Diabetes is becoming increasingly prevalent globally, with an estimated 4.2 million adults aged 20–79 fatalities attributed to diabetes in 2019, representing 11.3% of all causes of death [26]. Diabetes and its associated consequences are recognized as a substantial contributor to the rise in morbidity and mortality worldwide [2]. Controlling the symptoms of DM often involves the utilization of insulin pump or daily insulin injections, as well as the administration of pharmacological agents such metformin, thiazolidinedione, and sulfonylurea, for the duration of the patient’s life [27]. Nevertheless, it should be noted that these interventions have limited efficacy in maintaining blood glucose levels and place a substantial financial strain on both individuals and the healthcare establishment [2]. Long-term treatments such as pancreatic islet and stem cell transplantation present substantial challenges, rendering these approaches unfeasible for the majority of patients [28]. Findings by various labs have suggested that MSCs-derived exosomes may also have pleotropic roles in DM therapy, slowing the disease’s progression [29]. There are various mechanisms by which MSCs-derived exosomes as a mediators interact with target cells and organs in diabetes (Table 1 and Fig. 1).

Table 1 The function of MSCs-derived exosomes in diabetes mellites.

Fig. 1: The involvement of exosomes derived from MSCs in the pathogenesis of diabetes mellitus.

This critical function includes stimulation of islet regeneration, restoration of β-cell function, and attenuation of insulin resistance.
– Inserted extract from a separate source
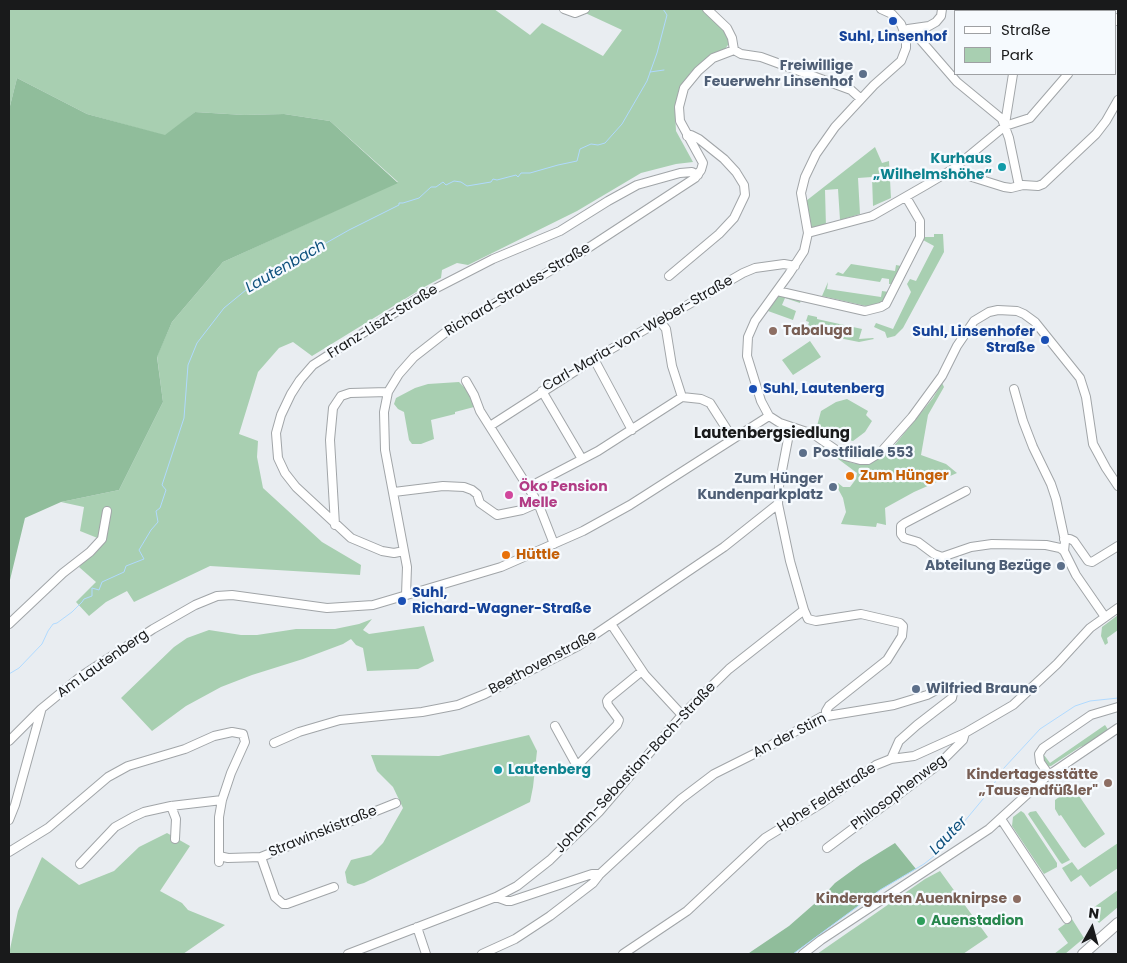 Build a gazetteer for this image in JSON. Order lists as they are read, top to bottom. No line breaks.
{"streets":{"street":["Richard-Strauss-Straße","Franz-Liszt-Straße","Carl-Maria-von-Weber-Straße","Beethovenstraße","Am Lautenberg","An der Stirn","Johann-Sebastian-Bach-Straße","Philosophenweg","Hohe Feldstraße","Strawinskistraße"]},"crossings":[["Richard-Strauss-Straße","Franz-Liszt-Straße"],["Richard-Strauss-Straße","Am Lautenberg"],["An der Stirn","Hohe Feldstraße"],["Philosophenweg","Hohe Feldstraße"]],"districts":["Lautenbergsiedlung"],"water":["Lautenbach","Lauter"],"places":["Suhl, Linsenhof","Freiwillige Feuerwehr Linsenhof","Kurhaus „Wilhelmshöhe“","Tabaluga","Suhl, Linsenhofer Straße","Suhl, Lautenberg","Postfiliale 553","Zum Hünger","Zum Hünger Kundenparkplatz","Öko Pension Melle","Hüttle","Abteilung Bezüge","Suhl, Richard-Wagner-Straße","Wilfried Braune","Lautenberg","Kindertagesstätte „Tausendfüßler\"","Kindergarten Auenknirpse","Auenstadion"],"legend":["Straße","Park"],"north":"top"}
Specifically, MSCs-derived exosomes can inhibit islet inflammation and increase plasma insulin levels in T1DM, enhance insulin sensitivity, reverse insulin resistance, promote glucose uptake, and reduce blood glucose levels in T2DM. Green arrows indicate up-regulation and blue arrows represent down-regulation.

MSCs derived exosomes and T1DM

T1DM, also known as autoimmune diabetes, arises from the autoimmune-mediated β-cells apoptosis and dysfunction, resulting in the patients depend on lifelong therapy involving exogenous insulin injections [30]. T1DM arises as a consequence of a complex dialog between immune cells and T cells inside the islet microenvironment. These interactions lead to the production of chemokines and cytokines, which subsequently facilitate the transmission of cell–cell proapoptotic signals [31]. Cytokines activate CD8⁺ cytotoxic–T cells, which in turn recruit and activate immune cells to the islets, resulting in the destruction of β-cells [31, 32]. This dialog is determined by a confluence of environmental and genetic elements as well as ages [30, 33]. The interaction between immune cells and β-cells can initiate the development of insulitis and the gradual impairment and dysfunction of β-cells, mostly through the process of apoptosis [33].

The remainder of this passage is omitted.